Table 1 Mean and absolute mean border position differences of the automated and manual segmentations on a 1:1 probability map to gradient weighting scheme (512 2D B-scans).
Table 2 Mean and absolute mean border position differences of the automated and manual segmentations based only on gradient (512 2D B-scans).
Table 3 Mean and absolute mean border position differences of the automated and manual segmentations based only on probability map (512 2D B-scans).
Table 4 Mean and absolute mean border position differences of the automated and manual segmentations on 1:2 probability map to gradient weighting scheme (512 2D B-scans).
Table 5 Mean and absolute mean border position differences of the automated and manual segmentations on 2:1 probability map to gradient weighting scheme (512 2D B-scans).

Discussion and Conclusions

In this paper, an automated approach was developed to segment RPD and regular drusen separately on SD-OCT images. The approach can be extended to segment a further 11 retinal surfaces on SD-OCT images. The mean difference is within a subpixel accuracy range for all layers, highlighting the robustness of this algorithm. Particularly, the algorithm achieved mean and absolute mean differences in border positions between the automated and manual segmentation for RPD of −0.75 ± 1.99 pixels (−2.92 ± 7.74 μm) and 1.53 ± 1.47 pixels (5.97 ± 5.74 μm), respectively. Additionally, in comparison to segmentation based only on gradient (Table 2), the algorithm produces results with much reduced variance.

Although there have been many studies characterizing the phenotype of non-neovascular AMD12,28,29,30,31; and although we and other groups have also developed algorithms for the segmentation of non-neovascular AMD lesions32,33,34, so far, there has been only one report to our knowledge of an algorithm for separate segmentation of RPD, RPE, and regular drusen on SD-OCT images, our group’s previous work14. However, significant segmentation errors were observed. In this study, we show once again that RPD and regular drusen can be separately segmented on SD-OCT images to allow the distribution and progression of these lesions to be studied separately. To the best of our knowledge, this is the first report of a validated algorithm for the automated segmentation of the retinal layers as well as both RPD and regular drusen separately on SD-OCT. The Deep Learning-Shortest Path strategy used for the segmentation of RPD and drusen is also shown to be generalizable to the segmentation of all layers of the retina.

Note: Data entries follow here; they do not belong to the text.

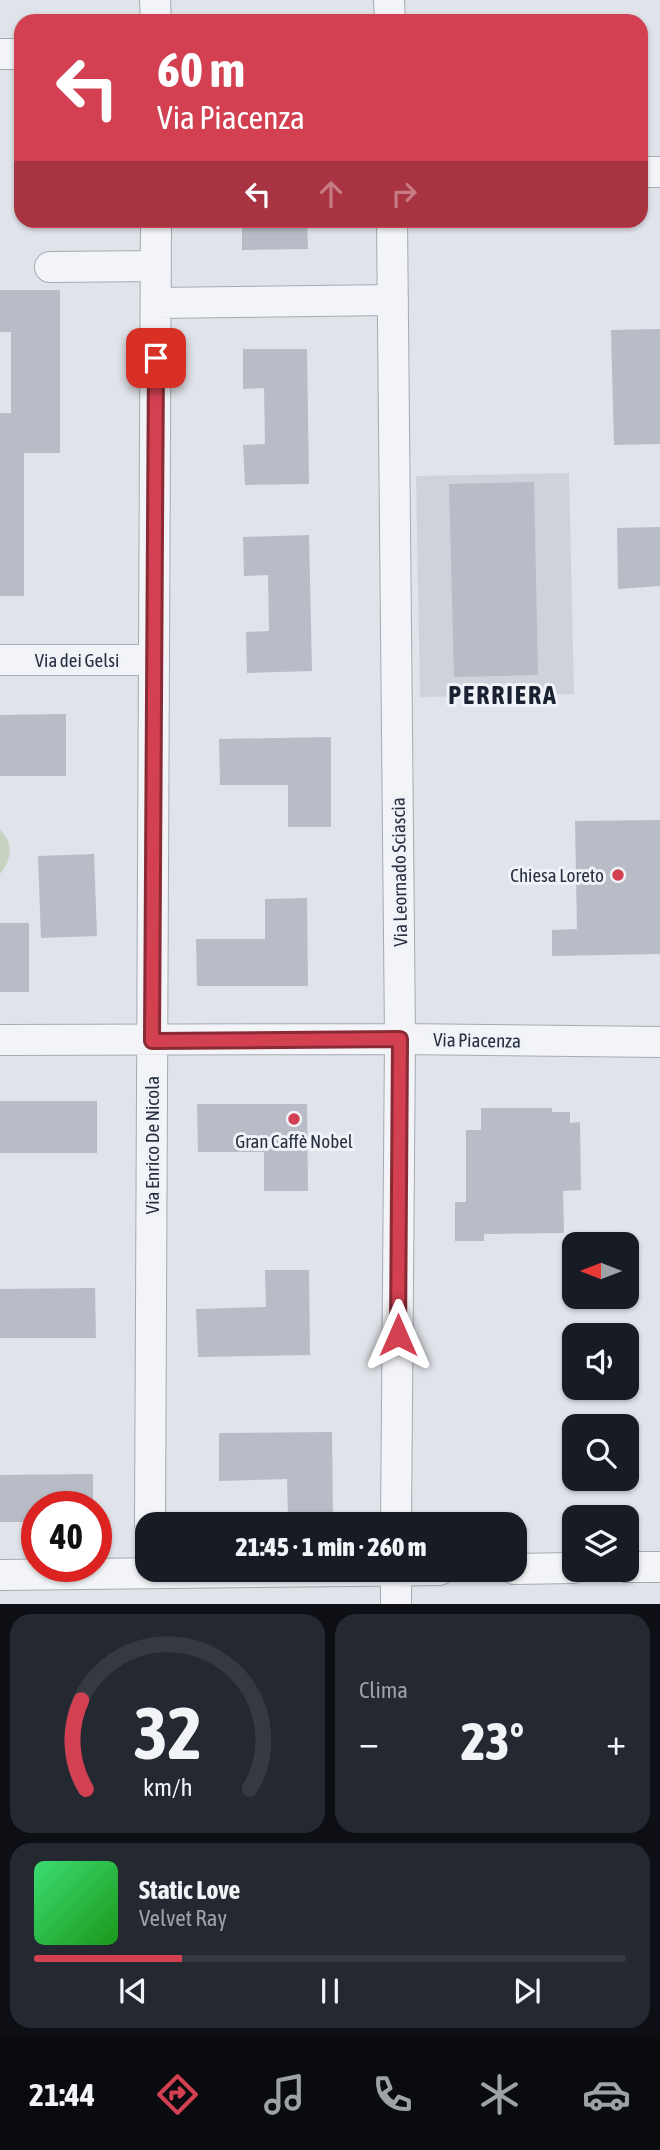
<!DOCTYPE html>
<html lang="it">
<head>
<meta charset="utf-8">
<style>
	:root { --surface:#171b24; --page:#242831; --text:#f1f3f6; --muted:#9ea1a6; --line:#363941; --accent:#d34052 }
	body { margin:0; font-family:"Asap Condensed",sans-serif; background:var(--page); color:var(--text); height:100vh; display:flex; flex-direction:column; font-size:26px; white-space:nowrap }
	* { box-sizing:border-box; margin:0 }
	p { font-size:23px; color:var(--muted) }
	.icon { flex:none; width:38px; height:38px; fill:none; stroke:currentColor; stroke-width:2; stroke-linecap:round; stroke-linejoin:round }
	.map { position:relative; height:1604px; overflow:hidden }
	.drawer { display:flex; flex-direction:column; gap:10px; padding:10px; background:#0d0f14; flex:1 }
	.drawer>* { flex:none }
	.top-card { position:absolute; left:14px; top:14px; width:634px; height:214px; border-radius:21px; box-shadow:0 2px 5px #0004; background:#d34052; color:#fff; overflow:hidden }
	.needle { width:46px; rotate:270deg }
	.fabs { position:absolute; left:562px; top:1232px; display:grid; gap:14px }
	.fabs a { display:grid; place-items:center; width:77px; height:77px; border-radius:14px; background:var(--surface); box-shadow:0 2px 5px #0004; font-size:35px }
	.speed { position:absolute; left:21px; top:1491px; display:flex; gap:14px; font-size:35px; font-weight:700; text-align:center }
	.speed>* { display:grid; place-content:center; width:91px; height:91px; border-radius:50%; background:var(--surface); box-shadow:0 2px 5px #0004; line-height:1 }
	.speed .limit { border:10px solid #d22; background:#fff; color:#111 }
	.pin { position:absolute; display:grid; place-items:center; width:60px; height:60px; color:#fff; margin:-30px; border-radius:14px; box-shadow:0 4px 10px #0006 }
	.me { position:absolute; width:77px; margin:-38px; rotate:0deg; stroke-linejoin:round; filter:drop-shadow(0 0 5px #0008) }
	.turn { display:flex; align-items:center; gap:24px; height:147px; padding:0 28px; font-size:32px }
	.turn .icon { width:91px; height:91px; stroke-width:2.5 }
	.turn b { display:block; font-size:49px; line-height:60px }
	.lanes { display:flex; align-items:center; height:66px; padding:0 28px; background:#0003; justify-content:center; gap:35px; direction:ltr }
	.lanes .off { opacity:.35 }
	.big { font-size:52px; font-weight:800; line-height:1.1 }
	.drawer .widget { flex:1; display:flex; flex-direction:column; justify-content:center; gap:10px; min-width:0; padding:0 24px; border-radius:21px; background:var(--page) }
	.drawer .dial { align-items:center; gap:0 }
	.dial svg { height:182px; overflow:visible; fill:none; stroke:var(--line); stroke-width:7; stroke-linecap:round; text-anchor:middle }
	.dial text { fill:var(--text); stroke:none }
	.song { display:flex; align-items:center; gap:21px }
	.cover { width:84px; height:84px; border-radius:10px; background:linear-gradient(135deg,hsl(140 70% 55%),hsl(120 70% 35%)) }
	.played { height:7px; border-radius:4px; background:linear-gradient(90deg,var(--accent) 25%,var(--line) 25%) }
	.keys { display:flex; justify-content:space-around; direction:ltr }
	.heat { display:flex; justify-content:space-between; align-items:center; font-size:38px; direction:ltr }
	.drawer .tiles { flex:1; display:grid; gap:10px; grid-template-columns:1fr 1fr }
	.widget:last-child { grid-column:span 2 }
	.trip { position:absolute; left:135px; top:1512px; width:392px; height:70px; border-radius:21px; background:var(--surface); box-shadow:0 2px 5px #0004; font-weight:800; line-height:70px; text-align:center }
	.tabs { display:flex; height:112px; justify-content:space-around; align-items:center; background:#090b0e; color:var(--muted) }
	.tabs .icon { width:49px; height:49px }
	.tabs .active { color:var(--accent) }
	.tabs b { font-size:32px; color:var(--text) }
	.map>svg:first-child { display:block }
	.built { fill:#ced2db }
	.green { fill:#c5d3c0 }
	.building { fill:#b7bcc6 }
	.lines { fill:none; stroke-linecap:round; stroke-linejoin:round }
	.minor-casing { stroke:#a5aab3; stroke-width:32 }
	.minor { stroke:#f3f4f7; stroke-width:30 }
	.route-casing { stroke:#892a35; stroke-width:18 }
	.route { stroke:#d34052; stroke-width:12 }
	.poi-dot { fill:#d34052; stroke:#eff2f7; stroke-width:2.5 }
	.labels { text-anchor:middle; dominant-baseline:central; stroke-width:6; stroke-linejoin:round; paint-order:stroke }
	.street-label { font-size:19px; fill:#283041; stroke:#eff2f7 }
	.poi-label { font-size:19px; fill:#283041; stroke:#eff2f7; text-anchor:end }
	.district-label { font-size:26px; font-weight:bold; letter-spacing:2px; fill:#1a2132; stroke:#eff2f7 }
</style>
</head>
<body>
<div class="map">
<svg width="660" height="1604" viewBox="0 0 660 1604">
	<rect width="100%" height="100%" fill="#e0e3e9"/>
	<!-- built -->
	<path class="built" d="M569,473L574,694L420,697L416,476Z"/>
	<!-- green -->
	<path class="green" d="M0,830C14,843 12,859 0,874Z"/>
	<!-- building -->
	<path class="building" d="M242,220H307L308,249L242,250Z
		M0,290H60V453H24V596H0V413H11V332H0Z
		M660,329V444L614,445L611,330Z
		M243,349H307L309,484L245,485L243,445L265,444L264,388L243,389Z
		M534,482L538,675L454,677L449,484Z
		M660,527V586L618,589L617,528Z
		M309,535L312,671L247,673L246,632L269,631L268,575L244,576L243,537Z
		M66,714V776H0V715Z
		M331,737V827H288V785H220L219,739Z
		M660,820V954L552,956V930L577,929L575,821Z
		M94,854L97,936L41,938L38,856Z
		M307,898L308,986H197L196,939H265V899Z
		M0,923H29V992H0Z
		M0,1101H97V1153H0Z
		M197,1104H307L308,1191H264V1152H198Z
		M481,1108H552V1112H570V1123L580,1122L581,1190L563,1191L564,1233L484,1234V1241H455V1202H466V1130H481Z
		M265,1270H309L310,1355L198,1357L196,1309L266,1307Z
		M95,1288L96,1338H0V1289Z
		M332,1432L333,1520L288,1521L287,1479L219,1481V1433Z
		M93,1474V1507L37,1506V1522H0V1475Z"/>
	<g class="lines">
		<defs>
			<path id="minor" d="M155,0L156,21
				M389,0L390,21
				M0,54H21
				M640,172H660
				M392,220L400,1039L396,1524
				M50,267L156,266
				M156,303L393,300
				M0,660H154
				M0,1040L400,1039L660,1042
				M150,1524L156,220
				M626,1567H660
				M514,1569L574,1568
				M0,1575L439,1570
				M396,1604V1570"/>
		</defs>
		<!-- minor casing -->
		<use href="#minor" class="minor-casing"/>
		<!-- minor -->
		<use href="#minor" class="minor"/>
	</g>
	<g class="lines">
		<defs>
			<path id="route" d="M156,358L152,1041L400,1039L398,1335"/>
		</defs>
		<!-- route casing -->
		<use href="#route" class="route-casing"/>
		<!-- route -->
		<use href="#route" class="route"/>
	</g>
	<!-- markers -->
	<g class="poi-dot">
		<circle cx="618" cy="875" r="7"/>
		<circle cx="294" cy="1119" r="7"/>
	</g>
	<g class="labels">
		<!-- street labels -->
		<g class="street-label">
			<text x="77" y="660">Via dei Gelsi</text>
			<text transform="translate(399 872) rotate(-91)">Via Leornado Sciascia</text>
			<text transform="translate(477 1040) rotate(1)">Via Piacenza</text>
			<text transform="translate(152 1145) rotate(-90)">Via Enrico De Nicola</text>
		</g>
		<!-- poi labels -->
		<g class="poi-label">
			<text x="604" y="875">Chiesa Loreto</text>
			<text x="294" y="1141" text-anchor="middle">Gran Caffè Nobel</text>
		</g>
		<!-- district labels -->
		<g class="district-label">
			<text x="503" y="695">PERRIERA</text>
		</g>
	</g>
</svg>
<div class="fabs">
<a><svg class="needle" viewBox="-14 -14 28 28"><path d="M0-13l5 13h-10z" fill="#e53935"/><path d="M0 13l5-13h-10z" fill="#9ea1a6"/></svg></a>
<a><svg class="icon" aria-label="sound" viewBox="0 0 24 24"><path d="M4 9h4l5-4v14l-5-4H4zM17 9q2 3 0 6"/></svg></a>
<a><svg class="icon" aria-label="search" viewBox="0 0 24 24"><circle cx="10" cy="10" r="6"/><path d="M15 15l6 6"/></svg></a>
<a><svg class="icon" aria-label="layers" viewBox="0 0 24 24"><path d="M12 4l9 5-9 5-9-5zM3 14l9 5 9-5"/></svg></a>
</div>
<div class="speed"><div class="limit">40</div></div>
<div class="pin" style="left:156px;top:358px;background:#d93025"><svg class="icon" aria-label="arrive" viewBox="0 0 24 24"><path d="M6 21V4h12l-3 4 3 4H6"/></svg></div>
<svg class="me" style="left:398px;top:1335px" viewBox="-20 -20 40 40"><path d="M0-17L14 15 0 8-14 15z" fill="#d34052" stroke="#fff" stroke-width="4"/></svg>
<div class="trip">21:45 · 1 min · 260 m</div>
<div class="top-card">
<div class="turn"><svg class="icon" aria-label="left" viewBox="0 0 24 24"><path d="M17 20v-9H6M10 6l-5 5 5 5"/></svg><div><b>60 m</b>Via Piacenza</div></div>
<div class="lanes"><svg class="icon" aria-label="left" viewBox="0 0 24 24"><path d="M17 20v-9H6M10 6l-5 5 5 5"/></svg><svg class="icon off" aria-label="ahead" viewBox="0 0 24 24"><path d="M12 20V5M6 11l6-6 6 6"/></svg><svg class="icon off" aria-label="right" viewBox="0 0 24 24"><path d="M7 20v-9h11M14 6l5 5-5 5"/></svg></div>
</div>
</div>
<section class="drawer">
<div class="tiles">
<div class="widget dial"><svg viewBox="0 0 100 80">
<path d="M14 69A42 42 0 1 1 86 69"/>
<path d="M14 69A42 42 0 0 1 12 30" stroke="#d34052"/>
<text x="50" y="56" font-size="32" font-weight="700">32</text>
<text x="50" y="72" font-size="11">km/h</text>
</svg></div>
<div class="widget"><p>Clima</p>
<div class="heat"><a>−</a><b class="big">23°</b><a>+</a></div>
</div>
<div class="widget">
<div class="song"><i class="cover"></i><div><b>Static Love</b><p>Velvet Ray</p></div></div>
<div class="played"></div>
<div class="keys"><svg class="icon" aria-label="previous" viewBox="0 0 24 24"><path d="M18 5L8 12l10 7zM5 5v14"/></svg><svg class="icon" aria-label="pause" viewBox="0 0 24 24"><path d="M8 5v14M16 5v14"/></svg><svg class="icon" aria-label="next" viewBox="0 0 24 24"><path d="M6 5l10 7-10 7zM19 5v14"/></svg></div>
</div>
</div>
</section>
<nav class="tabs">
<b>21:44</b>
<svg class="icon active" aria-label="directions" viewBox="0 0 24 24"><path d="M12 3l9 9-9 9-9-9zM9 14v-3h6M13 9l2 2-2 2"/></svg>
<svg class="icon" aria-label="music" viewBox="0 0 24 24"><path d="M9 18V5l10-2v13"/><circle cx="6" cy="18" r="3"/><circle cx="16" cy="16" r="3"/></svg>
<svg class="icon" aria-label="phone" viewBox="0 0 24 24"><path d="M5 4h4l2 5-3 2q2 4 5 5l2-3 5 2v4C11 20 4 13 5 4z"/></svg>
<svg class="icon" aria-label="climate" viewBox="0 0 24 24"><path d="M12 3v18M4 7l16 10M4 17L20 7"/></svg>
<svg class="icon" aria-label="car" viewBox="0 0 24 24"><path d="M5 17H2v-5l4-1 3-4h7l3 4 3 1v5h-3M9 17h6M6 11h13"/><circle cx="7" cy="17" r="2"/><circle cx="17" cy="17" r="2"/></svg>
</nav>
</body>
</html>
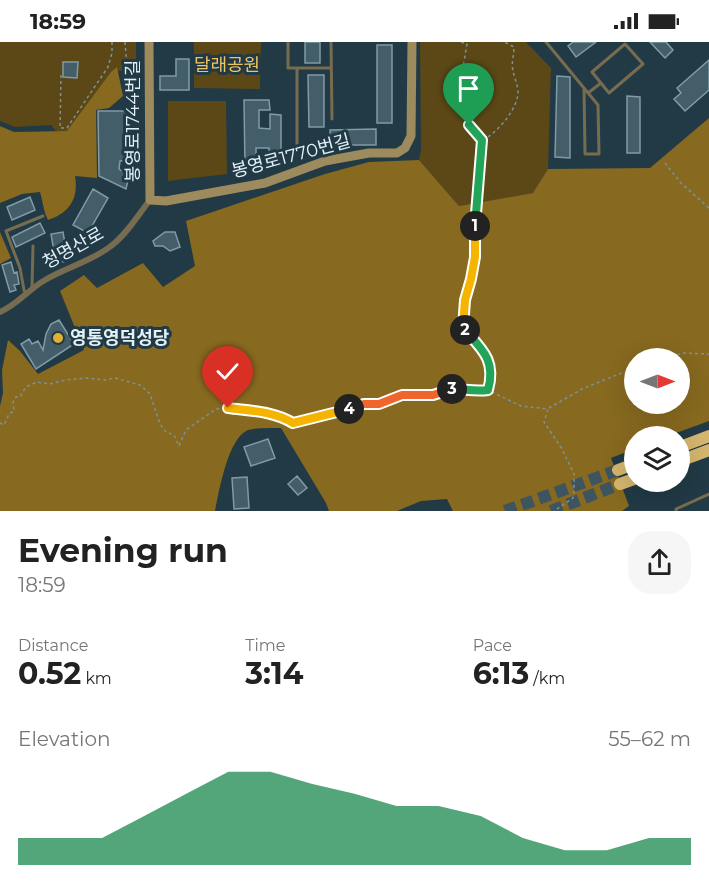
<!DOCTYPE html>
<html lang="en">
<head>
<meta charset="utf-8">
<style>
	:root { --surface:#fff; --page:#f6f6f6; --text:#222; --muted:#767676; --accent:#0b8043 }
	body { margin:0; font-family:Montserrat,"Noto Sans KR",sans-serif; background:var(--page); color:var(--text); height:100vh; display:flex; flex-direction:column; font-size:22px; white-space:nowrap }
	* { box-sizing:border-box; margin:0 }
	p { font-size:20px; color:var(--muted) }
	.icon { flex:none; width:33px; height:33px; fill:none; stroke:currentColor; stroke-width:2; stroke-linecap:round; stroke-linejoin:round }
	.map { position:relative; height:469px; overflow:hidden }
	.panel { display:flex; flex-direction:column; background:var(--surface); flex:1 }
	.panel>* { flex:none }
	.needle { width:39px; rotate:90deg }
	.fabs { position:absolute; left:624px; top:306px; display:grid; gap:12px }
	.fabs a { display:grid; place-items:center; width:66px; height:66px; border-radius:50%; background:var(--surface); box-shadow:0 6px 24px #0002; font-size:30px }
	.pin { position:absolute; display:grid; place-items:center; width:51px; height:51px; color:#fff; margin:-62px -26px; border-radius:50% 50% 50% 0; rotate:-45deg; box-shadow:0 0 6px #0007 }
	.pin .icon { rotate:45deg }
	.km { position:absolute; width:30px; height:30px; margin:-15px; border-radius:50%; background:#222; color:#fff; font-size:16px; line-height:30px; text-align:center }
	.round { display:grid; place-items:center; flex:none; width:63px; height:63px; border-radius:24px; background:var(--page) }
	.head { display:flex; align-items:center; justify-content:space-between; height:102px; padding:0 18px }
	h1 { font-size:33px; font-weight:700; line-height:45px }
	.metrics { display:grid; grid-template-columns:repeat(3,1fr); gap:9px; height:102px; padding:6px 18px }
	.metrics div { display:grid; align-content:center }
	.metrics b { font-size:30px; font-weight:700 }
	.metrics small { font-size:16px; font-weight:400 }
	.metrics p { font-size:16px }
	.chart { height:168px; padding:12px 18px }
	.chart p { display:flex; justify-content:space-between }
	.chart svg { width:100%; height:108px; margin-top:6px; fill:var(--accent); opacity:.7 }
	.status { display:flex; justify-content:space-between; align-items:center; height:42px; padding:0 30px; background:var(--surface); direction:ltr }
	.status svg { height:16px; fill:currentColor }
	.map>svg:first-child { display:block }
</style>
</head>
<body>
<div class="status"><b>18:59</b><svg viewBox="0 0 49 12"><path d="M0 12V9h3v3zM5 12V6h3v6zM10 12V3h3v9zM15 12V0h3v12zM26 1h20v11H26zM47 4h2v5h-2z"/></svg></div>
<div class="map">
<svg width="709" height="469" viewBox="0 0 709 469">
	<rect width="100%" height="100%" fill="#213a45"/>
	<path fill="#5b4816" d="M0,0H136V28L116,29L69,92L56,89L51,83L15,85L0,79Z
		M194,0H261L260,47L194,46Z
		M420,0H526L551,26L548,127L534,151L459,164L419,118L421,108Z
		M168,59H226L227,132L168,139Z"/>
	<path fill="#87691f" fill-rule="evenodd" d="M117,25L123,54L109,66L96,68L97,136L75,134C79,157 69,171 48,178C43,169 43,159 40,150L22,152L0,161V84L14,90L67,89L111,30Z
		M709,76V379L668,394H634V407L611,416L629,464L622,469H453L447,457L421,459L397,469H329L326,461L281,386C274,386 253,386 248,388C228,396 219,449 215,469H0V364L3,351L2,328L8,298L20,309L38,332L84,308L60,249L84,233L97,246L143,221L163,245L195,224L186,179L325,132L369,120L419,118L459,164L533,151L548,127L650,126ZM634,316H680V362H634Z
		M0,190L11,216L0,222Z"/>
	<path fill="#435d69" stroke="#809ba8" stroke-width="1.5" d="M305,0H320V21H305Z
		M573,0H596L576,15L568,4Z
		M650,0H666L673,8L665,16Z
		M377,3H392V81H377Z
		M176,17H189V48H160V34H176Z
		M709,18V48L685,69L674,57L681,51L677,46Z
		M63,20H78L77,36L63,35Z
		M308,33H324V85H309Z
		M557,34L570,35V116L555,115Z
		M627,54L640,55V111H627Z
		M244,58H269L270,68H259V86L270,87V72L281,73V124L269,125V106H256V126L245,125Z
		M98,69H130L131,118L120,119L119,127L129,134L126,147L99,134Z
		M376,87V103H330V88Z
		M93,147L108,156L88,191L73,183Z
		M30,155L35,168L12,178L7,165Z
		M40,181L45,191L16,205L12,195Z
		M63,190L68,219L56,221L51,192Z
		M165,190H175L180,205L170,209L163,204H155L153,199Z
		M11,220L14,231L17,230L19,242L14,243L16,248L10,250L2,223Z
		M59,278L74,302L36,327L21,302L29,297L32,302L38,299L43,308L46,292L51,282Z
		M268,397L275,416L251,424L244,405Z
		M297,434L307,446L298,453L288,442Z
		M247,435L249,466L234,467L232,436Z"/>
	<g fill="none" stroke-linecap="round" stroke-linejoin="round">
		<path stroke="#3e5560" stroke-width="12" stroke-dasharray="12 6" stroke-linecap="butt" d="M505,469L618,428
			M551,469L620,442"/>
		<path stroke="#7d919a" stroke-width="1.5" stroke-dasharray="3 3" stroke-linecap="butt" d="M125,0L126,13L128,20L133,22
			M461,0L467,2C464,17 464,32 453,43C460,67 466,79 482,98L475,177V215L471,237L465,258L463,286C481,306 496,318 488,348L521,364L548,367L544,380L562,407L574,432V449L573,456L554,469
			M61,33L60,86H67L108,25L112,11V0
			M483,98C498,90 519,66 518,48C517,41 514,35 513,29C511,21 514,13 514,5L504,0
			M665,121L681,141L709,166
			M654,316L662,313L673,314L683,311L709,312
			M549,366L582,347L634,326
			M0,381L4,383L9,372L14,369L13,360L16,355L21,354L22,350L28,344L37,340L50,342L66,338L86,336L106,338L115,336L140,343L150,352L160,382L166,390L174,393L179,404L186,388L216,367L228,366L269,371L282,375L293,381L331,371L341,370L364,362H379L402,353H433L452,347H468L479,350L488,348"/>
		<path stroke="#786c50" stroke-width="3" d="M288,0V26H331
			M331,0L332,77
			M546,0L598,63L599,112H585L584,46
			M625,2L643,22L609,51L592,30Z
			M588,51L601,41
			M297,103V26
			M32,245L33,204
			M26,252L24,248L20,226L6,189L43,174
			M676,469V467L709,452"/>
		<path stroke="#786c50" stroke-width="6" d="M0,270C17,263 29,247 45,238C67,225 92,219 111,204C127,192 138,173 150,158"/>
		<path stroke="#9d8a5d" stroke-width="9" d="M149,0L150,158L166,159L265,141L325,119L369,111H397L405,106L411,94L412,0"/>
		<path stroke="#d4b56e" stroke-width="12" d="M680,405L709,394
			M680,419L709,408
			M618,428L634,422
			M620,442L634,437"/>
	</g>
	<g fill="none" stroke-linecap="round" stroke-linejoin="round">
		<defs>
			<path id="split-1" d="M469,83L482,98L475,184"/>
			<path id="split-2" d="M465,288L463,286L465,258L471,237L475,215V184"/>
			<path id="split-3" d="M452,347C464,347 476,350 488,348C496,319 483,308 465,288"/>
			<path id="split-4" d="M349,367L364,362H379L402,353H433L452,347"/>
			<path id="split-5" d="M228,366C251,369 273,369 293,381L349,367"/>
		</defs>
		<use href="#split-1" stroke="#fff" stroke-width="12"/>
		<use href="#split-2" stroke="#fff" stroke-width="12"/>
		<use href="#split-3" stroke="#fff" stroke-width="12"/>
		<use href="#split-4" stroke="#fff" stroke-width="12"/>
		<use href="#split-5" stroke="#fff" stroke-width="12"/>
		<use href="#split-1" stroke="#22a559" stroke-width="8"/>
		<use href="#split-2" stroke="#f5b400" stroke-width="8"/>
		<use href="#split-3" stroke="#22a559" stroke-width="8"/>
		<use href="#split-4" stroke="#f0652b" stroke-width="8"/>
		<use href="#split-5" stroke="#f5b400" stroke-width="8"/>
	</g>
	<circle fill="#e0b034" stroke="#213a45" stroke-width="2" cx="58" cy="296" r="6"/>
	<g text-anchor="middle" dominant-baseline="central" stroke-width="6" stroke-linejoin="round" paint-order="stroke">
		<g font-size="18" fill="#eec461" stroke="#213a45">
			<text x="227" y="23">달래공원</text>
		</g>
		<g font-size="18" fill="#e2f1f8" stroke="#213a45">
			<text transform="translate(133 79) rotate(-90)">봉영로1744번길</text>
			<text transform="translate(291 114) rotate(-15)">봉영로1770번길</text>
			<text transform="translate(73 206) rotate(-29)">청명산로</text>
		</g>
		<g font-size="18" font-weight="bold" fill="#e2f1f8" stroke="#213a45" text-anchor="start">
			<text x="70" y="296">영통영덕성당</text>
		</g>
	</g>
</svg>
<div class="fabs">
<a><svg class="needle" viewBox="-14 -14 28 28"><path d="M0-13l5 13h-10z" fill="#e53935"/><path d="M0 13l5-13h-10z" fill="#767676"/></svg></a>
<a><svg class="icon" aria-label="layers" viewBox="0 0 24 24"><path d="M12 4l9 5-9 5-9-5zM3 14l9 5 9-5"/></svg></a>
</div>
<div class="pin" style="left:469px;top:83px;background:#1e9e55"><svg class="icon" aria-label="arrive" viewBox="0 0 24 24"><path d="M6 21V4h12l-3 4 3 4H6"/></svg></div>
<div class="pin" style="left:228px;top:366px;background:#d93025"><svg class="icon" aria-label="check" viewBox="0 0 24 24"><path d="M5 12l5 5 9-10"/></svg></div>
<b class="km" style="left:475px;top:184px">1</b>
<b class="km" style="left:465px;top:288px">2</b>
<b class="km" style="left:452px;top:347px">3</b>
<b class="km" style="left:349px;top:367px">4</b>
</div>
<section class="panel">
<div class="head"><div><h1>Evening run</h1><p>18:59</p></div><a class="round"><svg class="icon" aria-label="share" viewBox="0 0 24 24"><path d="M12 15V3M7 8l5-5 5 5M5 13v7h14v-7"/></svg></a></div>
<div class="metrics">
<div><p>Distance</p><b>0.52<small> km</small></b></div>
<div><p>Time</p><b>3:14</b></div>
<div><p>Pace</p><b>6:13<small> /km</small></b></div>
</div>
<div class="chart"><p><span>Elevation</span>55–62 m</p>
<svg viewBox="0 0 160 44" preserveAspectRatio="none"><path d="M0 44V33L10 33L20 33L30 24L40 15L50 6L60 6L70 11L80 15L90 20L100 20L110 24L120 33L130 38L140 38L150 33L160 33V44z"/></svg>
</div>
</section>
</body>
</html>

In conclusion, in this study, an automated shortest path approach was developed utilizing deep learning convolutional neural networks to segment retinal layers associated with non-neovascular AMD. RPD and regular drusen were separately segmented on SD-OCT images to allow the distribution and progression of these lesions to be studied separately, and the approach is generalizable to multiple retina layer segmentation. In the future, this algorithm will be used to help evaluate a prospective dataset of 1000 patients showcasing drusen and RPD. With this inclusion of new data with accurate manual segmentation training data, the limitations of the pilot dataset used to develop the DL-SP algorithm can be addressed, leading to more accurate and generalizable automated segmentation.